Steven Davis, da Instituição Carnegie, de Washington, e colegas avaliaram o que ocorreria com o planeta se nenhum outro dispositivo emissor de CO2 fosse fabricado.

Nessa situação hipotética sem uma única fábrica ou automóvel novo, a infraestrutura energética atual do mundo emitiria cerca de 496 bilhões de toneladas de CO2 nos próximos 50 anos. Isso seria suficiente para estabilizar os níveis do gás na atmosfera em 430 ppm e deixaria a temperatura média em 1,3º C acima dos níveis pré-industriais.

Os riscos do aquecimento global teriam sido vencidos, mas, segundo os cientistas, o cenário hipotético ilustra bem a situação atual vivida pelo planeta. Somente de veículos automotivos, o mundo ganha a cada dia não um, mas cerca de 170 mil novos – isso segundo dados da International Organization of Motor Vehicle Manufacturers de 2009, que representaram, em meio à crise econômica mundial, queda de 13,5% em relação à produção do ano anterior.

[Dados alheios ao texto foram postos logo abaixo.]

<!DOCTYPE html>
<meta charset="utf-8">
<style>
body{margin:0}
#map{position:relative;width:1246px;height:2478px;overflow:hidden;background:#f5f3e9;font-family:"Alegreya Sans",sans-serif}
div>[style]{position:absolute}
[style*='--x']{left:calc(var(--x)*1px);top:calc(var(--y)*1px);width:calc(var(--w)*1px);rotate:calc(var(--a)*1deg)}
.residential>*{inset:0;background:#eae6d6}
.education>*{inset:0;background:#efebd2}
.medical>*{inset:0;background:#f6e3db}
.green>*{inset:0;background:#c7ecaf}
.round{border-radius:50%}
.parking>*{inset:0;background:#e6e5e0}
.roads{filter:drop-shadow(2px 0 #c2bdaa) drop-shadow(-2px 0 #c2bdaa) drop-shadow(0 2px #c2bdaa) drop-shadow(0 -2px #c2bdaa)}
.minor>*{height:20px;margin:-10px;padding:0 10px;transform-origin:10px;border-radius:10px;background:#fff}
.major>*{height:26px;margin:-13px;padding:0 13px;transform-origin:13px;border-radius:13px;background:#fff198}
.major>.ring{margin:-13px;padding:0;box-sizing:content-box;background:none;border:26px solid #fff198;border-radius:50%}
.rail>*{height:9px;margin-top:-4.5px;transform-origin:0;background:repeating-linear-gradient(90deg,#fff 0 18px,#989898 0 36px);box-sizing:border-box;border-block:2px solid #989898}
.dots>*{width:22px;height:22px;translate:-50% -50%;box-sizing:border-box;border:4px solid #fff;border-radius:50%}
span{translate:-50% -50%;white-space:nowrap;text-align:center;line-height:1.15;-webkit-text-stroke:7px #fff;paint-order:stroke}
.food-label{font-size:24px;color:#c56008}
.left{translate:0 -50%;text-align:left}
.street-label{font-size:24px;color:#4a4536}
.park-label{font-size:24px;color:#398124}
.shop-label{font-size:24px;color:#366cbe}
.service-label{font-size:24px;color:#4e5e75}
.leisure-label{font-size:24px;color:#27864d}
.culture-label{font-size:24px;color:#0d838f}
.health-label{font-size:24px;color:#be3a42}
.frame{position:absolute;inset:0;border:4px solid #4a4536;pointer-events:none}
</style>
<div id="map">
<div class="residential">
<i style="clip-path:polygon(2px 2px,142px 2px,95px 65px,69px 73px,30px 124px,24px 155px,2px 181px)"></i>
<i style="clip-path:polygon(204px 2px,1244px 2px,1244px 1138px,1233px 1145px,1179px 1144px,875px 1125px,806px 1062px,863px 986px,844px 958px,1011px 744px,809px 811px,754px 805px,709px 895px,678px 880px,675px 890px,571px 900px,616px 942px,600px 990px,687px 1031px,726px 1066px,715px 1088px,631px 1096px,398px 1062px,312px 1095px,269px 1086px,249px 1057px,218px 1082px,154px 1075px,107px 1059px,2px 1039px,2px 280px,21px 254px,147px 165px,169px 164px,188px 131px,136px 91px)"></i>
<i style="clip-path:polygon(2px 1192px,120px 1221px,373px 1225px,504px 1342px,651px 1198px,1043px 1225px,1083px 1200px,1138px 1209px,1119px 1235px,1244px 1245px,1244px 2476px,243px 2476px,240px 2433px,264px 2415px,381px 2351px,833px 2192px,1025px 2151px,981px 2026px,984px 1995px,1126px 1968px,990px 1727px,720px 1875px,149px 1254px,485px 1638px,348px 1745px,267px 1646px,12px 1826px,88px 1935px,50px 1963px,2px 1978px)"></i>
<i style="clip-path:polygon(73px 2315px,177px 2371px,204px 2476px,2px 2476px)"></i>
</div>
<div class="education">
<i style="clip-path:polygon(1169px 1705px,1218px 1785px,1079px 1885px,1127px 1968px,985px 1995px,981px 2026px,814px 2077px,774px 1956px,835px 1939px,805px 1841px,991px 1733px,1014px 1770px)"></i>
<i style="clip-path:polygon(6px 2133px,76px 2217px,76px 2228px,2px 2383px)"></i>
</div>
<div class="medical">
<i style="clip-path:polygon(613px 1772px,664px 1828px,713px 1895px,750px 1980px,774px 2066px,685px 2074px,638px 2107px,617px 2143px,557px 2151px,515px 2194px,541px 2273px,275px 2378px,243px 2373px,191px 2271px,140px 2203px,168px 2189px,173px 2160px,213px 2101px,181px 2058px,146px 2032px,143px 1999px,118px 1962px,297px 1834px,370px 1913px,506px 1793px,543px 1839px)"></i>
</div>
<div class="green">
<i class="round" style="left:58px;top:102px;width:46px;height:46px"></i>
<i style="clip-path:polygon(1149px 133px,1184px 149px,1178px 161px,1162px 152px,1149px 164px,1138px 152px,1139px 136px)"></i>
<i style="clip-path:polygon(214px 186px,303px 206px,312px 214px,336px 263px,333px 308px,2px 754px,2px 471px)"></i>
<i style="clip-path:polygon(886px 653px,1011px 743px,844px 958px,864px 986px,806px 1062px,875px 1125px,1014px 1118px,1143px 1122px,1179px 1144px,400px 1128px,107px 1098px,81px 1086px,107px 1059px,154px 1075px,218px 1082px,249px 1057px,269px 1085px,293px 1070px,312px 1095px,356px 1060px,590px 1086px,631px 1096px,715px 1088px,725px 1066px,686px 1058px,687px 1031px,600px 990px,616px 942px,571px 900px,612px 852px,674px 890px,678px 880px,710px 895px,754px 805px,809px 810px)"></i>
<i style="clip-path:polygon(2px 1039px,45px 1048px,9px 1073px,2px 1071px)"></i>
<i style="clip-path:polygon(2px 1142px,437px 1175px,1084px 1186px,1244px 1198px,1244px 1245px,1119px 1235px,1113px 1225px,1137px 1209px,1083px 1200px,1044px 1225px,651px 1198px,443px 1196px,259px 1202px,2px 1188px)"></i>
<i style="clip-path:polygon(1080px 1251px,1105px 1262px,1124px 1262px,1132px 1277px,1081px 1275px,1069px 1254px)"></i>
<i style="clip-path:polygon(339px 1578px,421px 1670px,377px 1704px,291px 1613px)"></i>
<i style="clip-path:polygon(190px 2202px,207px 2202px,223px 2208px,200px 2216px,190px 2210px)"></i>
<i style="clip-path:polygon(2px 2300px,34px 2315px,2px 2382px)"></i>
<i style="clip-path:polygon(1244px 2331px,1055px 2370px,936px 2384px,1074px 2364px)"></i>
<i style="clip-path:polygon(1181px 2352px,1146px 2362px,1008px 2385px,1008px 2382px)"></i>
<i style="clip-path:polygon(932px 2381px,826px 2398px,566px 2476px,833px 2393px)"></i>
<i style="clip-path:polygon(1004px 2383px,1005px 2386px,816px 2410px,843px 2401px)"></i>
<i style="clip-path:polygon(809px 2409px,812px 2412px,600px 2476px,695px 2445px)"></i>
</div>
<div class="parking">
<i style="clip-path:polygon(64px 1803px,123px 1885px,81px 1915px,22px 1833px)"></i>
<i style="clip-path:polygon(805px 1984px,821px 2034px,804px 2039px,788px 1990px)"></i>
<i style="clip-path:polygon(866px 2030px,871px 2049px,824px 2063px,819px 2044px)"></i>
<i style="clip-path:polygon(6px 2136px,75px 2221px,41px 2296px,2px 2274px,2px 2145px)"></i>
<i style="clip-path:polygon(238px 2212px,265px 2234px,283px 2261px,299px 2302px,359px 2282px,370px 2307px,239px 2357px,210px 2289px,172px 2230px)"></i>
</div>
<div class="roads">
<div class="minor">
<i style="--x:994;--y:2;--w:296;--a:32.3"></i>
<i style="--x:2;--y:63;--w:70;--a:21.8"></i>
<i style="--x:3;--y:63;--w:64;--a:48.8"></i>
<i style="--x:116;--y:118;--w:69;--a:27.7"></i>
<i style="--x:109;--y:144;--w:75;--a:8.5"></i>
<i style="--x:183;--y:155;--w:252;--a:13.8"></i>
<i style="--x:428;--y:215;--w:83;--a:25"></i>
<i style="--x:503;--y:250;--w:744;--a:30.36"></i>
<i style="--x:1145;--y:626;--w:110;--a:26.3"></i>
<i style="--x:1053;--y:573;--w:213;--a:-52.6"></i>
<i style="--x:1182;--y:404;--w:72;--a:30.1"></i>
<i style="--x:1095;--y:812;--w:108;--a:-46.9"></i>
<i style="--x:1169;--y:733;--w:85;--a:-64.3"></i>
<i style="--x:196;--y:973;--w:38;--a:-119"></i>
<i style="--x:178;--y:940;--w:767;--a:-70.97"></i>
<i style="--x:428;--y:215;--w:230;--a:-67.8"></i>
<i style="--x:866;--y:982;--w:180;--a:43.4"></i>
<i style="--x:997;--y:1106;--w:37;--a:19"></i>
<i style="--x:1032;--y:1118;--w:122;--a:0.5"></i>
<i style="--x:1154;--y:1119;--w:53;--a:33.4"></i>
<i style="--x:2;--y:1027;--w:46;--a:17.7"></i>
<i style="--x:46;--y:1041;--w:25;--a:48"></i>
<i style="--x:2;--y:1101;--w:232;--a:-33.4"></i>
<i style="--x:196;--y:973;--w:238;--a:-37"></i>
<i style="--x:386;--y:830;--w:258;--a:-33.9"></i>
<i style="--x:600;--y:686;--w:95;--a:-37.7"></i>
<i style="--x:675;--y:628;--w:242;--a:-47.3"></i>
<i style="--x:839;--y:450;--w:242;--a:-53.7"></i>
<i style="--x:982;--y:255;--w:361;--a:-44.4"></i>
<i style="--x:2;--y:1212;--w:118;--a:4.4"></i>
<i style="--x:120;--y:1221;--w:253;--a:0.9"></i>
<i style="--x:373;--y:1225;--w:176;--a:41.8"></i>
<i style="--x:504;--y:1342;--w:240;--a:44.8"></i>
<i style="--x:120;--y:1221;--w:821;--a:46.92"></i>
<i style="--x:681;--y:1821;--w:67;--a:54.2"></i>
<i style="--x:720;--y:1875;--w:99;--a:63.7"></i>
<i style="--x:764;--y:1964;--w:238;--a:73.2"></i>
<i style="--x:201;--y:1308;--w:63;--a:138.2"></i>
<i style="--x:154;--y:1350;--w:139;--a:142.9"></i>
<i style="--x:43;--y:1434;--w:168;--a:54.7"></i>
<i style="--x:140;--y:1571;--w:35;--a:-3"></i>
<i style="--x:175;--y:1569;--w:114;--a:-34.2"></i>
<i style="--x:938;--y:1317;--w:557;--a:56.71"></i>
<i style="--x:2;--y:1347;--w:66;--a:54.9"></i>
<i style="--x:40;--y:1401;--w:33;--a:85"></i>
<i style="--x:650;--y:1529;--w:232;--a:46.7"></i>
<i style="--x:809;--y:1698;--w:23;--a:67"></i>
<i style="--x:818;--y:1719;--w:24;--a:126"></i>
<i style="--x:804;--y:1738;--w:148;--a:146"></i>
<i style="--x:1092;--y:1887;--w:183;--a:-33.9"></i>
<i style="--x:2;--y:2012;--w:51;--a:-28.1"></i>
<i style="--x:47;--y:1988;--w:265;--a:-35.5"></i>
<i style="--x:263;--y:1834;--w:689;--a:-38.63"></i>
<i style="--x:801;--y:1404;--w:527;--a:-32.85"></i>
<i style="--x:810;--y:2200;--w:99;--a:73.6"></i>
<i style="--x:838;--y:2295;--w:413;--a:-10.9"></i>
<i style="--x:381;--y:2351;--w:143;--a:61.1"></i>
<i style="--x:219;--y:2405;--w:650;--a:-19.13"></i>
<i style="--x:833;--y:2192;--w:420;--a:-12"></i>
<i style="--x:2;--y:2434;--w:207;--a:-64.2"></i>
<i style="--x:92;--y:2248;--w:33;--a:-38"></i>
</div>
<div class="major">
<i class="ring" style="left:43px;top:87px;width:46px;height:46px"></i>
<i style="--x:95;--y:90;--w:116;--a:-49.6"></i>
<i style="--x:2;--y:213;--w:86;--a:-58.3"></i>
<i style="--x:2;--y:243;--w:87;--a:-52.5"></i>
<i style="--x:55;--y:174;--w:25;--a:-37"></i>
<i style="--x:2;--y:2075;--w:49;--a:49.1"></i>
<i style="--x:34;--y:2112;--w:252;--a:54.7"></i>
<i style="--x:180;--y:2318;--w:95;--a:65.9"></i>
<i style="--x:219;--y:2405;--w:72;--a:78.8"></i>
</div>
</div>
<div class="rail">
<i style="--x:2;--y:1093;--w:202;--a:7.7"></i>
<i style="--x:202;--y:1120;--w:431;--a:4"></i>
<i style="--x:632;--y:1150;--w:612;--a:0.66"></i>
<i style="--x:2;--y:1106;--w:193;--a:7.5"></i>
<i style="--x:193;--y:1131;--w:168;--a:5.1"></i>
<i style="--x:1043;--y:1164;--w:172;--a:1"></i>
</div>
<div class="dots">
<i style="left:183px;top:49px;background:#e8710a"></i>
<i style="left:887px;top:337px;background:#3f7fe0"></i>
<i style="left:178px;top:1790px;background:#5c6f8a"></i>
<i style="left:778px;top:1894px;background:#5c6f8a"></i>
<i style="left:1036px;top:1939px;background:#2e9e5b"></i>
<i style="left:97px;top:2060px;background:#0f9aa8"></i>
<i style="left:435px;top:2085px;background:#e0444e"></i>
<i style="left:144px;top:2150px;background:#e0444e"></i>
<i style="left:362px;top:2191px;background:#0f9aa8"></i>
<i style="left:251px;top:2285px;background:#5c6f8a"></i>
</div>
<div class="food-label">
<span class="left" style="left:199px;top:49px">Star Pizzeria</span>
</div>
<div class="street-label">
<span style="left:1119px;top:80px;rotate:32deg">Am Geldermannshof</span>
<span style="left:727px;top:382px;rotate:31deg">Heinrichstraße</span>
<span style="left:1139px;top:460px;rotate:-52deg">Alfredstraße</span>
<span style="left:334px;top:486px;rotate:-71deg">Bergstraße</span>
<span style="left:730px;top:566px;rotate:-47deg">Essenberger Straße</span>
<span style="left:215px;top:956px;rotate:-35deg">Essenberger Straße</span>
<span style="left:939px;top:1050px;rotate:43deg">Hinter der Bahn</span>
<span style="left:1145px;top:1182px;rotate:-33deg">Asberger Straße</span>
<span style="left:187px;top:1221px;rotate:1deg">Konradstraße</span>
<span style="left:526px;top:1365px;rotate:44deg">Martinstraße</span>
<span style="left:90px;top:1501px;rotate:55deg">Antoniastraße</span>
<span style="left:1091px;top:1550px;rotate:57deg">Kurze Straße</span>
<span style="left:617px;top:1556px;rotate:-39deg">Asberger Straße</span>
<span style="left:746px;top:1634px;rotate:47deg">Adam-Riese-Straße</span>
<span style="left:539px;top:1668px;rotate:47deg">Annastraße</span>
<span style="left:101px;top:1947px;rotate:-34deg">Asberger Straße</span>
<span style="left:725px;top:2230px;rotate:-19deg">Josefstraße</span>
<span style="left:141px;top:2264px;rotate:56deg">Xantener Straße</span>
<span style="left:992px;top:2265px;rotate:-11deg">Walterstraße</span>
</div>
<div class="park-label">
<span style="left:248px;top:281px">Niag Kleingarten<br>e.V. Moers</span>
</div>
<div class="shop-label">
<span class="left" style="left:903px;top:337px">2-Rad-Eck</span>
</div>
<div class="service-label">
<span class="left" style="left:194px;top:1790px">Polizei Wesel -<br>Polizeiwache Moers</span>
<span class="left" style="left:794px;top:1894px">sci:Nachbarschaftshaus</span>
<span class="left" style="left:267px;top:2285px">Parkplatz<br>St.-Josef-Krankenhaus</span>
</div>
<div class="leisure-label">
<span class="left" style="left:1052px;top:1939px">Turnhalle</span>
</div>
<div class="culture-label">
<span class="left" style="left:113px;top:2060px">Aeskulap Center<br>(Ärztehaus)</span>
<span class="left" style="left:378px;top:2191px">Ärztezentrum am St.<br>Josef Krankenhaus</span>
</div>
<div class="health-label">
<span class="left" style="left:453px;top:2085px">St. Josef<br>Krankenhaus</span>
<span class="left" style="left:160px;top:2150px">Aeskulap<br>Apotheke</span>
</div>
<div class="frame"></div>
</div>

“Até agora, os esforços feitos para diminuir as emissões por meio de regulações e de acordos internacionais não funcionaram. As emissões estão aumentando mais do que nunca e os programas para desenvolver fontes de energia ‘neutras em carbono’ estão, nos melhores casos, ainda muito incipientes”, disse Martin Hoffert, professor emérito do Departamento de Física da Universidade de Nova York, em artigo comentando o estudo de Davis e colegas na mesma edição da Science.

Mas a pior notícia é que a situação tende a se agravar ainda mais. Segundo os pesquisadores, as fontes das emissões mais ameaçadoras ao planeta ainda não foram construídas. Isso porque o mundo e suas economias simplesmente continuarão a crescer. Um exemplo é o carvão.

“À medida que o pico na produção de petróleo e de gás natural se aproxima, a produção de carvão aumenta, com novas usinas movidas a carvão sendo construídas na China, Índia e nos Estados Unidos”, disse Hoffert.

“Investimentos maciços serão cruciais para permitir que a pesquisa básica encontre e desenvolva tecnologias possíveis de serem aplicadas comercialmente e em massa. Mas a introdução de tecnologias neutras em carbono também exige, no mínimo, que sejam revertidos incentivos perversos, como os atualmente existentes para subsidiar a produção de combustíveis fósseis e que se estima serem 12 vezes maiores do que os aplicados para a energia renovável”, afirmou.

Os artigos Future CO2 Emissions and Climate Change from Existing Energy Infrastructure (doi:10.1126/science.1188566), de Steven Davis e outros, e Farewell to Fossil Fuels? (doi: 10.1126/science.1195449), de Martin Hoffert, podem ser lidos por assinantes da Science em www.sciencemag.org.